ACTIVITY |
Transcribe the listing below in its entirety, exactly.

---- RECORDED INFORMATION

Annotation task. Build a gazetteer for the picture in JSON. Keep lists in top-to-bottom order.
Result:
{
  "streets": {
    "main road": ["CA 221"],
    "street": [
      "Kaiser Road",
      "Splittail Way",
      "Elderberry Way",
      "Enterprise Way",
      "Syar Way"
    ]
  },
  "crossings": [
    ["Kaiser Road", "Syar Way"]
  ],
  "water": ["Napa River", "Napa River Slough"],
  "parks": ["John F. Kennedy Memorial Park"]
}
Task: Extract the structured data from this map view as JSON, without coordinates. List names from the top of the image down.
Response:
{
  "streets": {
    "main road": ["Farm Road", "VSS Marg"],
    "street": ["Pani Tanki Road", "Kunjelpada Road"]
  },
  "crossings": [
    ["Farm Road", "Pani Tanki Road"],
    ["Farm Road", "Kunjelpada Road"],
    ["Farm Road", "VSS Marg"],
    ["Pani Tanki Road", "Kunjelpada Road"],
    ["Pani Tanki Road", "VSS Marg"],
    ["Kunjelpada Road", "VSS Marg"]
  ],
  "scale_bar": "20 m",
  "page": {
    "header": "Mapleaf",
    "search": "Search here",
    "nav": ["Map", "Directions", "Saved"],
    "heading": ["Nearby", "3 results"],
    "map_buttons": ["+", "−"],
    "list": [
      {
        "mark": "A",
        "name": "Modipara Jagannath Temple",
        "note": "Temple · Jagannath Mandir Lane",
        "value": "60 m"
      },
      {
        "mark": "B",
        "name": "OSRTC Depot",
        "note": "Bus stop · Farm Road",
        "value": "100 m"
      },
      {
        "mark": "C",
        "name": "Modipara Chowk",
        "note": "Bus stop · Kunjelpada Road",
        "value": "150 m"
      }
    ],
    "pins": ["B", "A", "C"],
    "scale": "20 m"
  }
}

--------

SOLUTION |
Annotation task. Build a gazetteer for the picture in JSON. Keep lists in top-to-bottom order.
Result:
{
  "streets": {
    "main road": ["CA 221"],
    "street": [
      "Kaiser Road",
      "Splittail Way",
      "Elderberry Way",
      "Enterprise Way",
      "Syar Way"
    ]
  },
  "crossings": [
    ["Kaiser Road", "Syar Way"]
  ],
  "water": ["Napa River", "Napa River Slough"],
  "parks": ["John F. Kennedy Memorial Park"]
}
Task: Extract the structured data from this map view as JSON, without coordinates. List names from the top of the image down.
Response:
{
  "streets": {
    "main road": ["Farm Road", "VSS Marg"],
    "street": ["Pani Tanki Road", "Kunjelpada Road"]
  },
  "crossings": [
    ["Farm Road", "Pani Tanki Road"],
    ["Farm Road", "Kunjelpada Road"],
    ["Farm Road", "VSS Marg"],
    ["Pani Tanki Road", "Kunjelpada Road"],
    ["Pani Tanki Road", "VSS Marg"],
    ["Kunjelpada Road", "VSS Marg"]
  ],
  "scale_bar": "20 m",
  "page": {
    "header": "Mapleaf",
    "search": "Search here",
    "nav": ["Map", "Directions", "Saved"],
    "heading": ["Nearby", "3 results"],
    "map_buttons": ["+", "−"],
    "list": [
      {
        "mark": "A",
        "name": "Modipara Jagannath Temple",
        "note": "Temple · Jagannath Mandir Lane",
        "value": "60 m"
      },
      {
        "mark": "B",
        "name": "OSRTC Depot",
        "note": "Bus stop · Farm Road",
        "value": "100 m"
      },
      {
        "mark": "C",
        "name": "Modipara Chowk",
        "note": "Bus stop · Kunjelpada Road",
        "value": "150 m"
      }
    ],
    "pins": ["B", "A", "C"],
    "scale": "20 m"
  }
}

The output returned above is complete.